→ AIM OF THE TASK
In the entries that follow, the lines from the line containing "Map reading. Give" up to and including the line containing "For a GIS import: Give" must be copied exactly, with pictures omitted.

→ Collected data
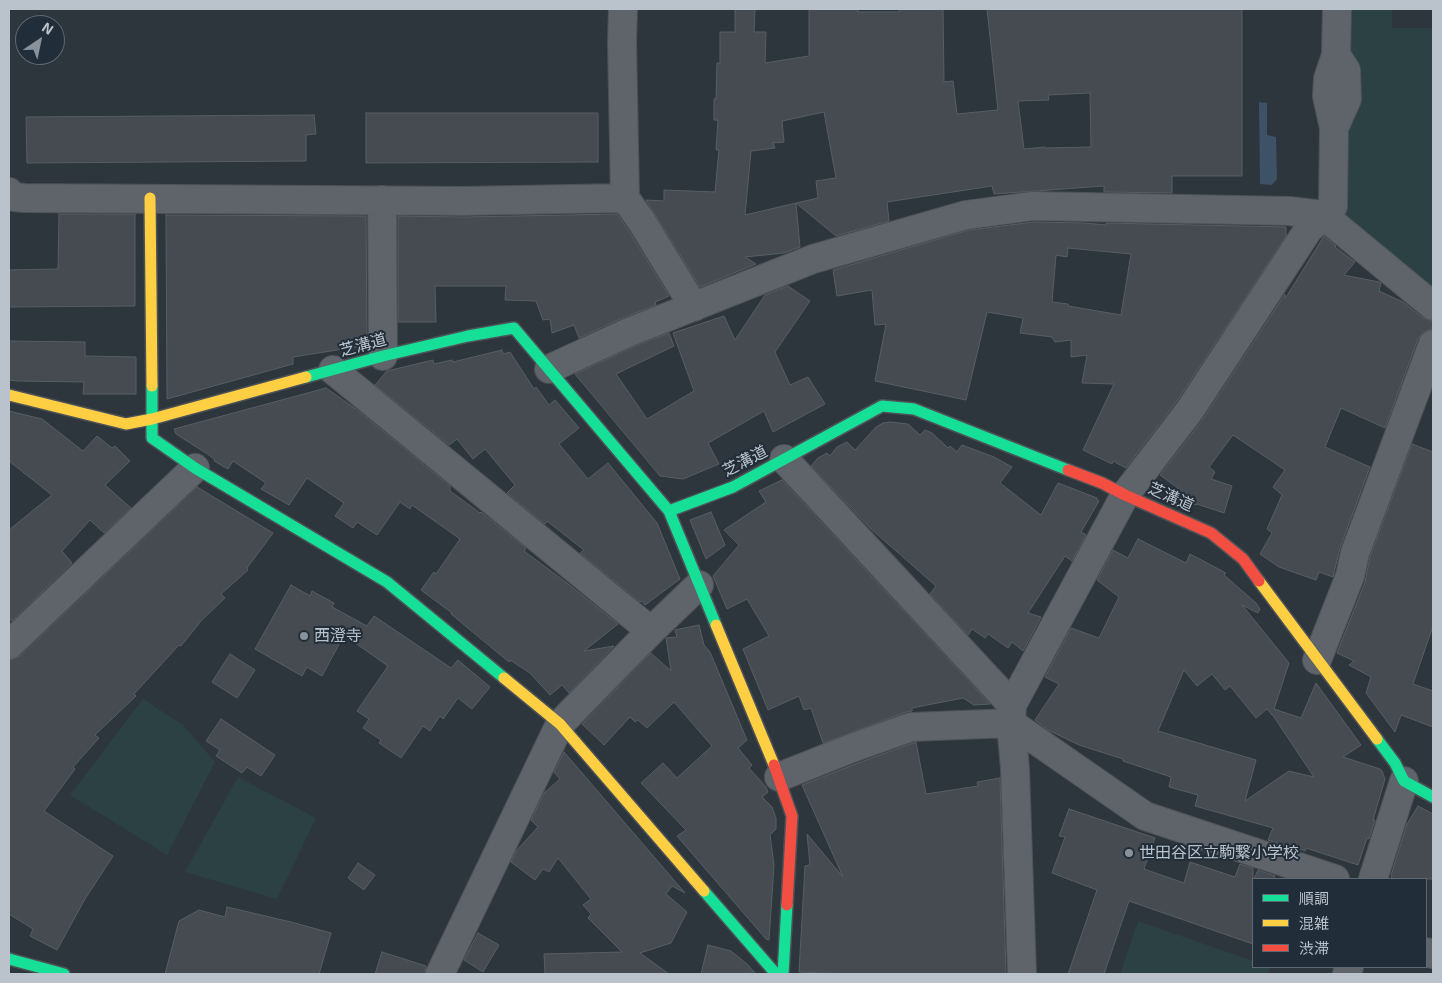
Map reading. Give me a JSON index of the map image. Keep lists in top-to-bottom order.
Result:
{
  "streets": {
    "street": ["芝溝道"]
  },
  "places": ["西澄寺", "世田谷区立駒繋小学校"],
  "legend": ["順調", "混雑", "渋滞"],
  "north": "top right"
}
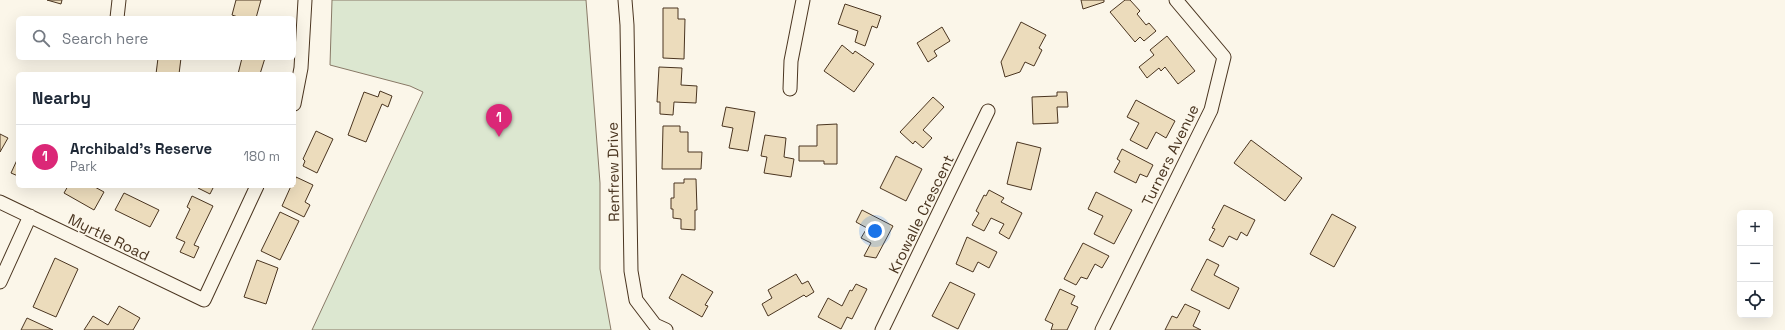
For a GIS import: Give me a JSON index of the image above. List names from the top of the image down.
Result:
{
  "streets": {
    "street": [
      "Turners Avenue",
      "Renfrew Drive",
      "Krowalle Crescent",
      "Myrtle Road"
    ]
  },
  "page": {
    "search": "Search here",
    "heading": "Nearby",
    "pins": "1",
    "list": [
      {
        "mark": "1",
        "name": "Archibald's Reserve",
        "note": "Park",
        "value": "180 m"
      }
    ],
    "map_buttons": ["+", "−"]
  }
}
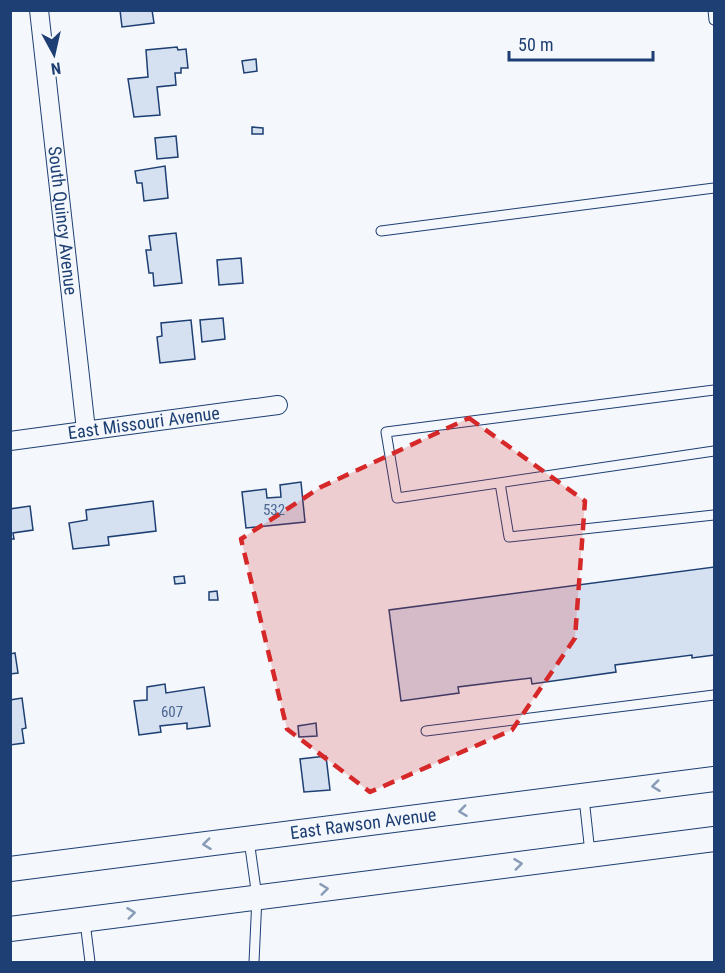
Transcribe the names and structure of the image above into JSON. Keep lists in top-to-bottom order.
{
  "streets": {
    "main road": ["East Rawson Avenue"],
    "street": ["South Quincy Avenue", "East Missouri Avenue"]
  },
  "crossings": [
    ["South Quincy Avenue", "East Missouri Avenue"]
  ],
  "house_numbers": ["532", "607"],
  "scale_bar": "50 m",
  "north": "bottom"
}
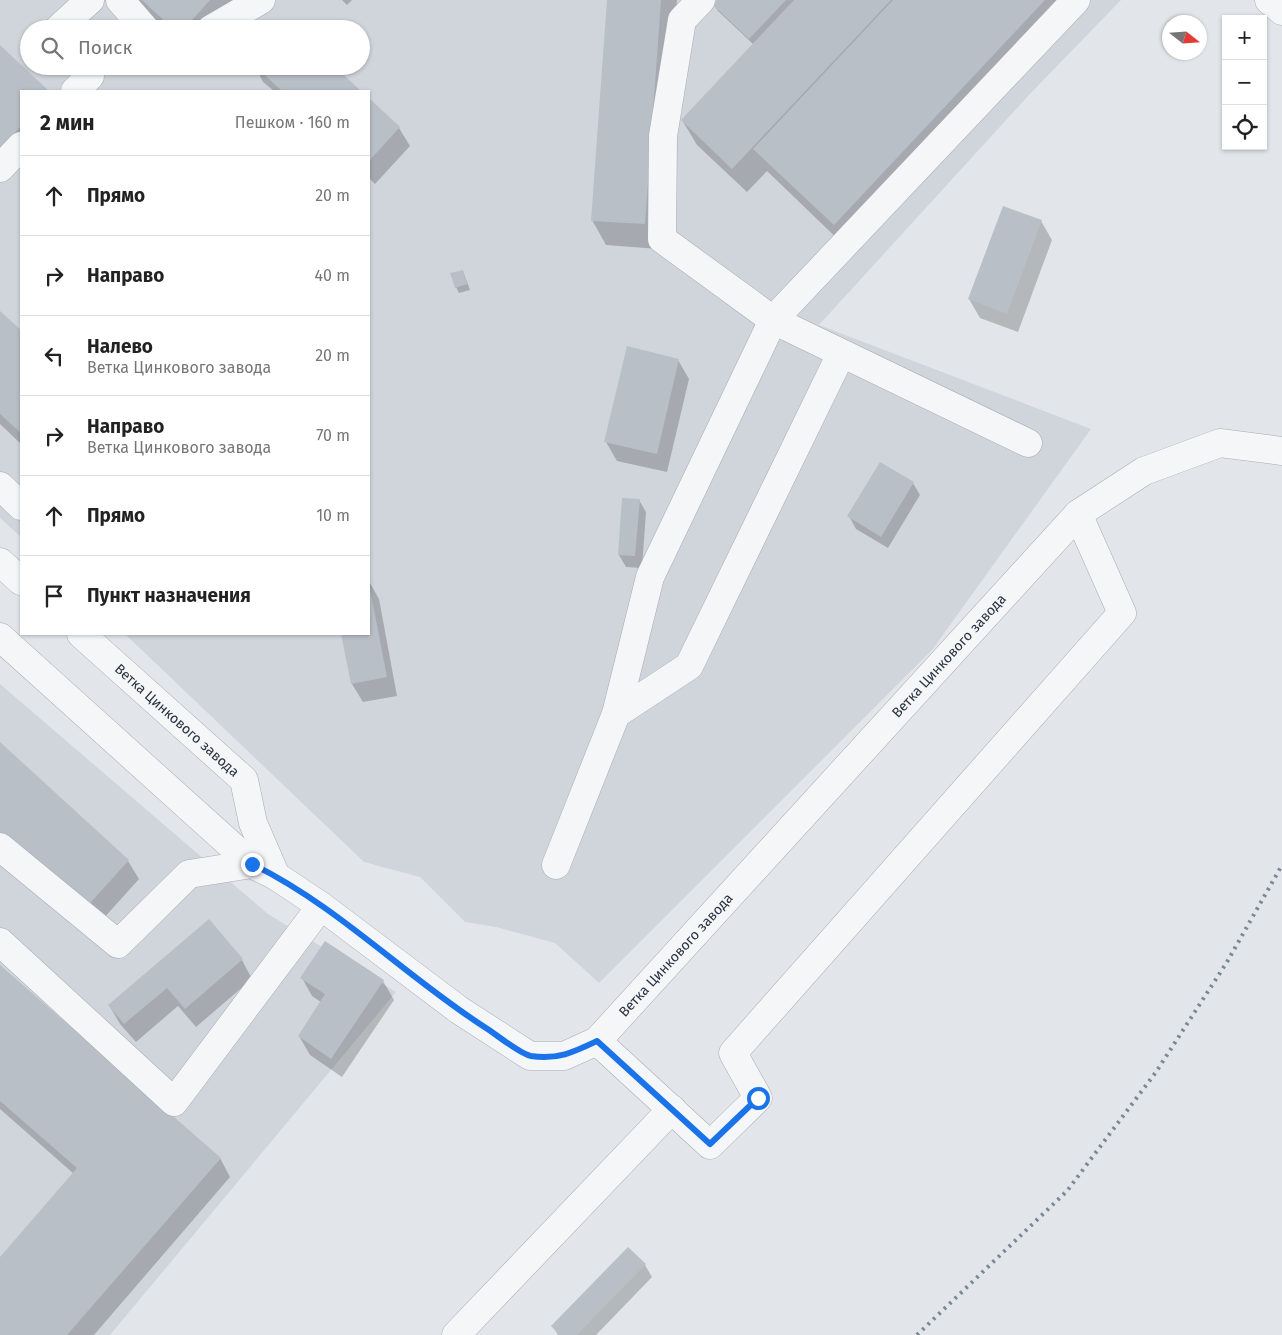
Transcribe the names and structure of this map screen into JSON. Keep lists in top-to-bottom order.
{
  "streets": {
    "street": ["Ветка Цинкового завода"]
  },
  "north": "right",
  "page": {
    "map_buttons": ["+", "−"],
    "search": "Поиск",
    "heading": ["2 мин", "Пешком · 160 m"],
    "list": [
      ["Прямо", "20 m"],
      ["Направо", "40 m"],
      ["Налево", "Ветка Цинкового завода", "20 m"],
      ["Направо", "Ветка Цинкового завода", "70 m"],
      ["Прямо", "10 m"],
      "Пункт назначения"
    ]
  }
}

--

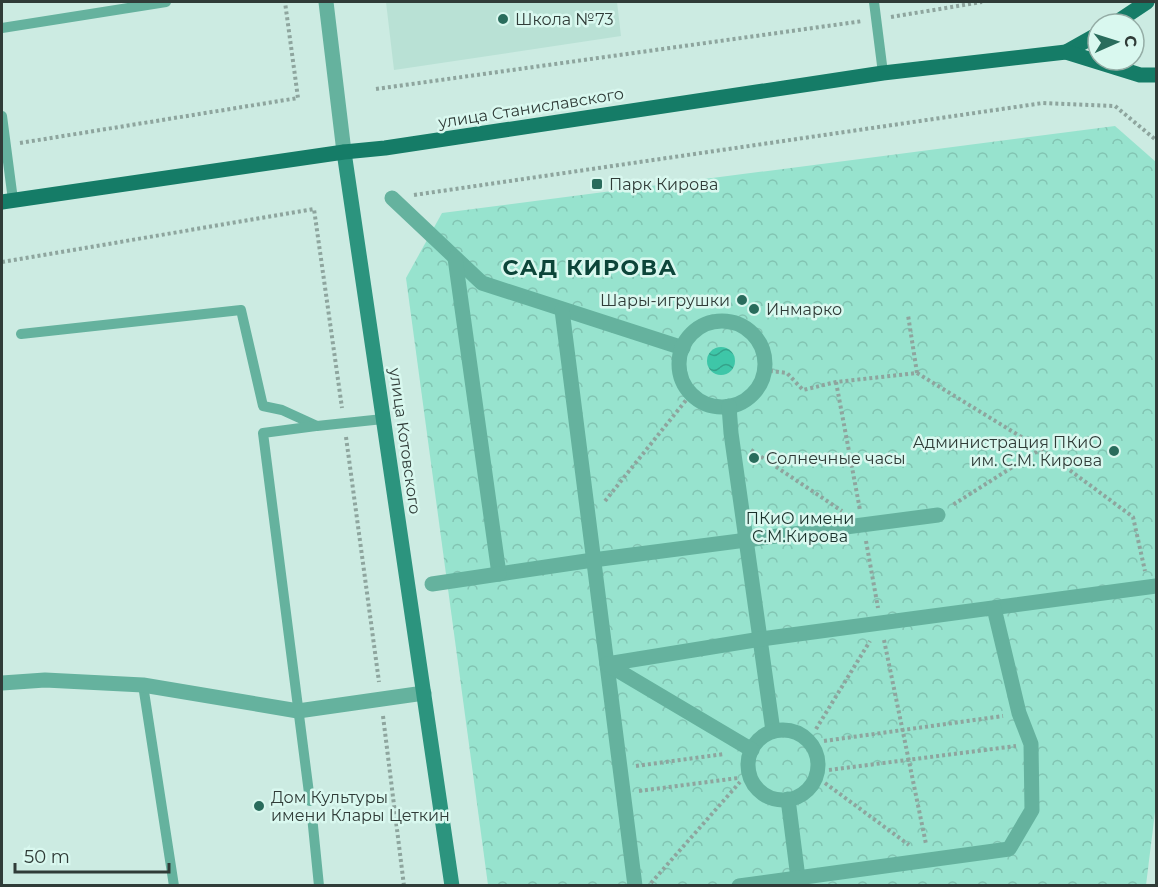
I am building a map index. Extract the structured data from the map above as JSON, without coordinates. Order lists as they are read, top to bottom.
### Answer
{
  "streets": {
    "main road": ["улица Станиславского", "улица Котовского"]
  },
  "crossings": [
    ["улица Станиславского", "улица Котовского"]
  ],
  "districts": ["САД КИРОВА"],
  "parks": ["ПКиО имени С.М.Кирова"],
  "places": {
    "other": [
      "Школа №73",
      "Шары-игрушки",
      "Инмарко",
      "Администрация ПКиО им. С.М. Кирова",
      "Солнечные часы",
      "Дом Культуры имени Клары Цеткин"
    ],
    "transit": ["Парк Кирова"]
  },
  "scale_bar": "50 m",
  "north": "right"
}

→ RESPONSE FOR THIS EXERCISE
Map reading. Give me a JSON index of the map image. Keep lists in top-to-bottom order.
Result:
{
  "streets": {
    "street": ["芝溝道"]
  },
  "places": ["西澄寺", "世田谷区立駒繋小学校"],
  "legend": ["順調", "混雑", "渋滞"],
  "north": "top right"
}
For a GIS import: Give me a JSON index of the image above. List names from the top of the image down.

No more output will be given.